Vintage Tube event cancelled due to vandalism

Image: The 1938 train calling at Acton Town station; London Transport Museum

Extent and type of vandalism undisclosed by the London Transport Museum

A planned heritage train journey on the Piccadilly line scheduled for Sunday (9 June) was cancelled after the 1938 train was vandalised.

The London Transport Museum, in an announcement made on Saturday evening, did not disclose specific details about the damage or the location where it occurred. Ticketholders were informed directly about the cancellation.

The restored 1938 Tube Stock train was set to travel from Acton Town station through central London, reaching Oakwood station. The journey, which would have taken approximately 50 minutes each way, was planned to include six return trips between 10am and 8pm.

During the journey, passengers would have had the opportunity to hear from a museum curator about the extensive work and care involved in maintaining the 86-year-old train. Additionally, a mini-talk at one station was to focus on architect Charles Holden and his significant influence on London’s station design.

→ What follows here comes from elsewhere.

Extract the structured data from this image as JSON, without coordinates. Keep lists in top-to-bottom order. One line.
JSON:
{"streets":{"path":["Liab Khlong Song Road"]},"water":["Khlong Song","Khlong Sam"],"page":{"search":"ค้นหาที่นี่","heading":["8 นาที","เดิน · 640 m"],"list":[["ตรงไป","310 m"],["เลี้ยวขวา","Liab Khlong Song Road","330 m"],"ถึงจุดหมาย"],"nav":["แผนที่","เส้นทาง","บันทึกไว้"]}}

The 1938 stock train was the first deep-level Tube train to house all its electrical equipment beneath the floor, merging the cutting-edge technology of its time with the distinct style of the late 1930s. These trains operated on several deep-level Tube lines in London for fifty years. The meticulously restored train comprises four cars, featuring green and red moquette seating, grab handles, and distinctive Art Deco light fittings.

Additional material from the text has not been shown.